Dataset excerpts:
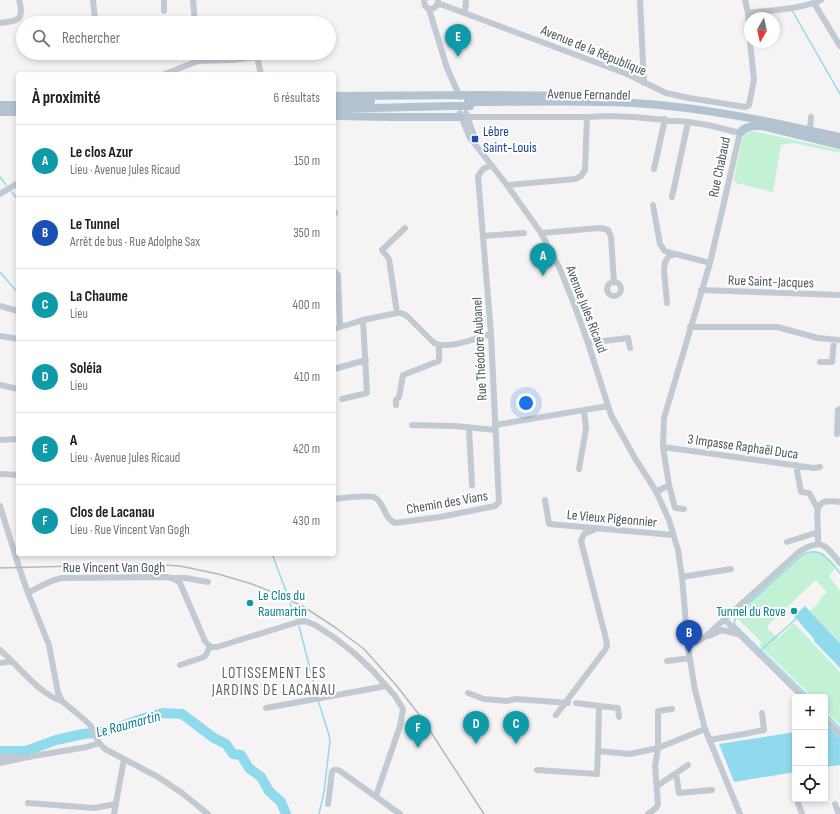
<!DOCTYPE html>
<html lang="fr">
<head>
<meta charset="utf-8">
<style>
	body { margin:0; font-family:"Sofia Sans Condensed",sans-serif; background:#f2f2f2; color:#202124 }
	.controls { position:absolute; right:12px; bottom:12px; display:grid; overflow:hidden; border-radius:4px; box-shadow:0 2px 6px #0003 }
	.controls button { width:36px; height:36px; display:grid; place-items:center; padding:0; border:0; border-bottom:1px solid #e0e0e0; background:#fff; color:#202124; font:20px sans-serif }
	.compass { position:absolute; left:744px; top:12px; width:36px; height:36px; border-radius:50%; background:#fff; box-shadow:0 2px 6px #0003; rotate:189deg }
	.you { position:absolute; left:526px; top:403px; width:14px; height:14px; margin:-10px; border:3px solid #fff; border-radius:50%; background:#1a73e8; box-shadow:0 0 0 6px #1a73e833 }
	.badge { display:grid; place-items:center; width:26px; height:26px; border-radius:50%; background:#b45309; color:#fff; font-size:13px; font-weight:700 }
	.pin { position:absolute; translate:-50% -33px; filter:drop-shadow(0 1px 2px #0008) }
	.pin::after { content:''; position:absolute; top:21px; width:14px; height:12px; background:inherit; clip-path:polygon(0 0,100% 0,50% 100%) }
	.list { margin:0; padding:0; list-style:none }
	h2 { display:flex; justify-content:space-between; align-items:center; height:52px; margin:0; padding:0 16px; font-size:17px }
	h2 small { font-size:13px; font-weight:400; color:#757577 }
	.list li { display:grid; grid-template-columns:26px 1fr auto; gap:12px; align-items:center; box-sizing:border-box; height:72px; padding:0 16px; border-top:1px solid #e0e0e0 }
	.list b { display:block; font-size:15px; white-space:nowrap }
	.list p { margin:0; font-size:13px; white-space:nowrap; color:#757577 }
	.list em { font-size:13px; font-style:normal; color:#757577 }
	.icon { flex:none; width:22px; height:22px; fill:none; stroke:currentColor; stroke-width:2; stroke-linecap:round; stroke-linejoin:round }
	.map { position:relative; flex:none; width:840px; height:814px; overflow:hidden }
	.search { position:absolute; background:#fff; box-shadow:0 2px 6px #0003; left:16px; top:16px; width:320px; height:44px; display:flex; align-items:center; gap:10px; box-sizing:border-box; padding:0 14px; border-radius:22px; color:#757577; font-size:15px }
	.panel { position:absolute; background:#fff; box-shadow:0 2px 6px #0003; left:16px; top:72px; width:320px; height:484px; border-radius:4px }
	.map>svg:first-child { display:block }
	.green { fill:#c3f1d5 }
	.water { fill:#90daee }
	.lines { fill:none; stroke-linecap:round; stroke-linejoin:round }
	.stream { stroke:#90daee; stroke-width:1.5 }
	.river { stroke:#90daee; stroke-width:10 }
	.minor { stroke:#c1cad2; stroke-width:6 }
	.major { stroke:#b3c2d1; stroke-width:8 }
	.rail { stroke:#b5b8bd; stroke-width:1.5 }
	.major-bridge { stroke:#b3c2d1; stroke-width:8 }
	.transit-dot { fill:#1a4fb4; stroke:#fff; stroke-width:1.5 }
	.culture-dot { fill:#0f9aa8; stroke:#fff; stroke-width:1.5 }
	.labels { text-anchor:middle; stroke-width:4; stroke-linejoin:round; paint-order:stroke }
	.street-label { font-size:14px; fill:#4a5661; stroke:#fff }
	.transit-label { font-size:14px; fill:#164399; stroke:#fff; text-anchor:start }
	.culture-label { font-size:14px; fill:#0d838f; stroke:#fff; text-anchor:start }
	.neighbourhood-label { font-size:15px; letter-spacing:1px; fill:#5f6368; stroke:#fff }
	.water-label { font-size:15px; font-style:italic; fill:#0c7c9b; stroke:#fff }
</style>
</head>
<body>
<div class="map">
<svg width="840" height="814" viewBox="0 0 840 814">
	<rect width="100%" height="100%" fill="#f5f3f3"/>
	<path class="green" d="M749 131 758 132 840 150V153L794 143 781 145 773 192 736 183 734 179 743 135Z
		M813 552 823 553 836 567 829 576 840 591V642L810 611 818 604 821 598 827 592 816 580 768 625V629L778 638 794 623 840 672V725L825 710V697H812L760 646 761 642 732 613 801 556Z"/>
	<path class="water" d="M805 606 840 643V668C831 658 822 650 814 641V639L794 616Z
		M829 727 840 738V765L825 767V728Z
		M795 732V772L734 782 719 744Z"/>
	<g class="lines">
		<path class="stream" d="M793 12 840 94
			M0 177 6 185
			M12 192 18 200
			M0 272 18 293
			M272 554 289 599
			M290 603 296 618
			M299 626 317 696
			M761 650 797 618
			M809 697 735 625 734 622 739 612 802 555C821 545 829 560 840 573
			M318 700 329 735 330 741 324 792 319 814
			M825 713 840 728"/>
		<path class="river" d="M0 751H26L56 740 83 734 105 732 144 718 163 713 182 714 214 738 226 744 233 754 241 755 249 768 261 777 269 791 281 802 286 814"/>
		<path class="minor" d="M164 0V11
			M193 0 195 23
			M424 0 425 6 429 9C434 9 437 7 438 2
			M640 0 644 83
			M745 0 748 13 750 39
			M814 3 840 46
			M437 4 443 5 627 74 666 93 689 98 745 107 749 105 754 80 750 42
			M429 9 447 68 460 97
			M465 13 466 0
			M748 13C772 10 798 10 821 0
			M0 23C18 21 25 20 19 0
			M92 23 94 21 95 19 93 0
			M198 61 232 60 257 57 261 74
			M165 74 198 61V53
			M460 113 464 124 470 138 507 185 541 233 560 269 574 304 588 343 611 415 636 460 656 491 669 520 678 550 682 577 688 647 695 690 705 729 740 814
			M466 113 476 141
			M461 117H587L609 116 633 117 688 122 708 125 740 133 710 263 664 418 663 447 665 460 669 485 656 492
			M810 130 811 117
			M654 169 665 119
			M507 185 575 179 581 176 585 170 587 117
			M0 194 18 183
			M672 197 688 122
			M653 205 660 244 665 251 675 254
			M334 213H335
			M541 233 600 228 608 230 611 237 614 282
			M483 236 524 233
			M334 271 338 275 340 327
			M607 289a7 7 0 1 1 14 0a7 7 0 1 1-14 0Z
			M701 290 840 295
			M667 303 664 270 665 262 669 256 676 254 710 263
			M0 306 18 311
			M397 313 389 259 382 250 405 228
			M690 327H777L818 338 840 340
			M334 329 363 320 397 313H401L407 316 434 343C449 350 476 338 491 334
			M0 336 18 339
			M588 343 628 338 630 348
			M820 362H832L834 340
			M334 369 366 360
			M0 385 18 389
			M342 399 367 393 363 320
			M396 405V400L399 397 403 375 439 361V346
			M412 425 455 426 495 430
			M495 425 608 406
			M469 428 472 485
			M837 434 838 410 840 409
			M0 440 18 439
			M663 447 814 468 820 467
			M796 465 801 492 809 493 818 509
			M579 469 586 429 584 410
			M0 474 18 475
			M669 485 675 508 684 509
			M334 499C343 498 365 495 373 497 377 498 380 502 382 506 386 513 387 519 395 523L440 517 495 506 499 502 491 334 478 176 483 169 492 165
			M545 500 549 524 673 535
			M0 506 19 567 28 593 49 645 58 693 62 701 86 721 91 726 99 743 105 749 158 777 182 793 208 814
			M818 532C818 523 814 505 824 502 828 500 835 502 840 502
			M787 542 818 532V544
			M682 577 731 569
			M174 578H186L208 582
			M28 593C39 587 50 580 62 578L166 577C172 578 176 579 180 583L205 641 209 646 212 647H217L298 622 305 621 315 625 335 638 354 653 373 671 395 696 403 709 400 726 376 796
			M724 619 803 697
			M709 636 722 630 738 634
			M688 647 705 637 799 552C822 537 825 545 840 563
			M0 650C19 666 39 694 62 701
			M667 661 690 658
			M0 663 12 661
			M180 665 204 657 206 655 210 646
			M468 693 484 699 507 701 516 699 568 703
			M576 703 599 706
			M266 708 386 686
			M556 715 605 650 607 646 606 639 581 541 584 534 598 528
			M619 717 618 708 599 706 598 751 630 754 658 748 705 729
			M825 719 840 734
			M709 740 744 734 764 730 762 713
			M0 757H17
			M0 763 33 756 87 747 99 743
			M537 770 597 774 598 751
			M676 773 679 793 712 790
			M657 786 688 765
			M797 800 802 814
			M28 803 94 808 116 804
			M328 804 332 772C334 769 336 769 340 771L400 814
			M835 804 839 814
			M114 814 124 759
			M648 814 656 808 658 804 655 766 658 748V711L672 709"/>
		<path class="major" d="M334 96 482 95 583 96 593 97
			M334 102H371
			M468 102C523 102 578 100 633 103 703 107 772 122 840 137
			M0 105H18
			M334 109 451 106
			M0 112H18
			M334 116 392 117H461
			M761 126 840 145
			M740 133C745 125 755 126 764 126"/>
		<path class="rail" d="M0 568 147 564 180 566 218 574 252 584 277 594 304 607 336 628 364 649 396 685 421 717 484 814"/>
		<path class="major-bridge" d="M451 106H470"/>
	</g>
	<rect class="transit-dot" x="471" y="135" width="8" height="8" rx="2"/>
	<g class="culture-dot">
		<circle cx="250" cy="603" r="4"/>
		<circle cx="794" cy="611" r="4"/>
	</g>
	<g class="labels">
		<g class="street-label">
			<text transform="translate(594 50) rotate(22)" y="5">Avenue de la République</text>
			<text transform="translate(589 94) rotate(1)" y="5">Avenue Fernandel</text>
			<text transform="translate(719 167) rotate(-78)" y="5">Rue Chabaud</text>
			<text transform="translate(771 281) rotate(2)" y="5">Rue Saint-Jacques</text>
			<text transform="translate(587 309) rotate(69)" y="5">Avenue Jules Ricaud</text>
			<text transform="translate(479 349) rotate(-93)" y="5">Rue Théodore Aubanel</text>
			<text transform="translate(743 446) rotate(8)" y="5">3 Impasse Raphaël Duca</text>
			<text transform="translate(447 502) rotate(-10)" y="5">Chemin des Vians</text>
			<text transform="translate(612 518) rotate(5)" y="5">Le Vieux Pigeonnier</text>
			<text x="114" y="572">Rue Vincent Van Gogh</text>
		</g>
		<g class="transit-label">
			<text x="483" y="136">Lèbre<tspan x="483" dy="16">Saint-Louis</tspan></text>
		</g>
		<g class="culture-label">
			<text x="258" y="600">Le Clos du<tspan x="258" dy="16">Raumartin</tspan></text>
			<text x="786" y="616" text-anchor="end">Tunnel du Rove</text>
		</g>
		<g class="neighbourhood-label">
			<text x="274" y="678">LOTISSEMENT LES<tspan x="274" dy="17">JARDINS DE LACANAU</tspan></text>
		</g>
		<g class="water-label">
			<text transform="translate(128 724) rotate(-15)" y="5">Le Raumartin</text>
		</g>
	</g>
</svg>
<div class="controls">
<button>+</button>
<button>−</button>
<button><svg class="icon" aria-label="locate" viewBox="0 0 24 24"><circle cx="12" cy="12" r="6"/><path d="M12 2v4M12 18v4M2 12h4M18 12h4"/></svg></button>
</div>
<svg class="compass" viewBox="-18 -18 36 36"><path d="M0-13l5 13h-10z" fill="#e53935"/><path d="M0 13l5-13h-10z" fill="#757577"/></svg>
<div class="you"></div>
<div class="pin badge" style="left:543px;top:276px;background:#0f9aa8">A</div>
<div class="pin badge" style="left:689px;top:653px;background:#1a4fb4">B</div>
<div class="pin badge" style="left:516px;top:744px;background:#0f9aa8">C</div>
<div class="pin badge" style="left:476px;top:744px;background:#0f9aa8">D</div>
<div class="pin badge" style="left:458px;top:57px;background:#0f9aa8">E</div>
<div class="pin badge" style="left:418px;top:748px;background:#0f9aa8">F</div>
<div class="search"><svg class="icon" aria-label="search" viewBox="0 0 24 24"><circle cx="10" cy="10" r="6"/><path d="M15 15l6 6"/></svg>Rechercher</div>
<section class="panel">
<h2>À proximité<small>6 résultats</small></h2>
<ul class="list">
<li><span class="badge" style="background:#0f9aa8">A</span><div><b>Le clos Azur</b><p>Lieu · Avenue Jules Ricaud</p></div><em>150 m</em></li>
<li><span class="badge" style="background:#1a4fb4">B</span><div><b>Le Tunnel</b><p>Arrêt de bus · Rue Adolphe Sax</p></div><em>350 m</em></li>
<li><span class="badge" style="background:#0f9aa8">C</span><div><b>La Chaume</b><p>Lieu</p></div><em>400 m</em></li>
<li><span class="badge" style="background:#0f9aa8">D</span><div><b>Soléia</b><p>Lieu</p></div><em>410 m</em></li>
<li><span class="badge" style="background:#0f9aa8">E</span><div><b>A</b><p>Lieu · Avenue Jules Ricaud</p></div><em>420 m</em></li>
<li><span class="badge" style="background:#0f9aa8">F</span><div><b>Clos de Lacanau</b><p>Lieu · Rue Vincent Van Gogh</p></div><em>430 m</em></li>
</ul>
</section>
</div>
</body>
</html>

• **YOUR ASSIGNMENT**:
Please copy the lines above from the line with "M588 343 628 338 630 348" up to and including the line with "M545 500 549 524 673 535", exactly as written and with nothing else.

• **WRITTEN ANSWER**:
			M588 343 628 338 630 348
			M820 362H832L834 340
			M334 369 366 360
			M0 385 18 389
			M342 399 367 393 363 320
			M396 405V400L399 397 403 375 439 361V346
			M412 425 455 426 495 430
			M495 425 608 406
			M469 428 472 485
			M837 434 838 410 840 409
			M0 440 18 439
			M663 447 814 468 820 467
			M796 465 801 492 809 493 818 509
			M579 469 586 429 584 410
			M0 474 18 475
			M669 485 675 508 684 509
			M334 499C343 498 365 495 373 497 377 498 380 502 382 506 386 513 387 519 395 523L440 517 495 506 499 502 491 334 478 176 483 169 492 165
			M545 500 549 524 673 535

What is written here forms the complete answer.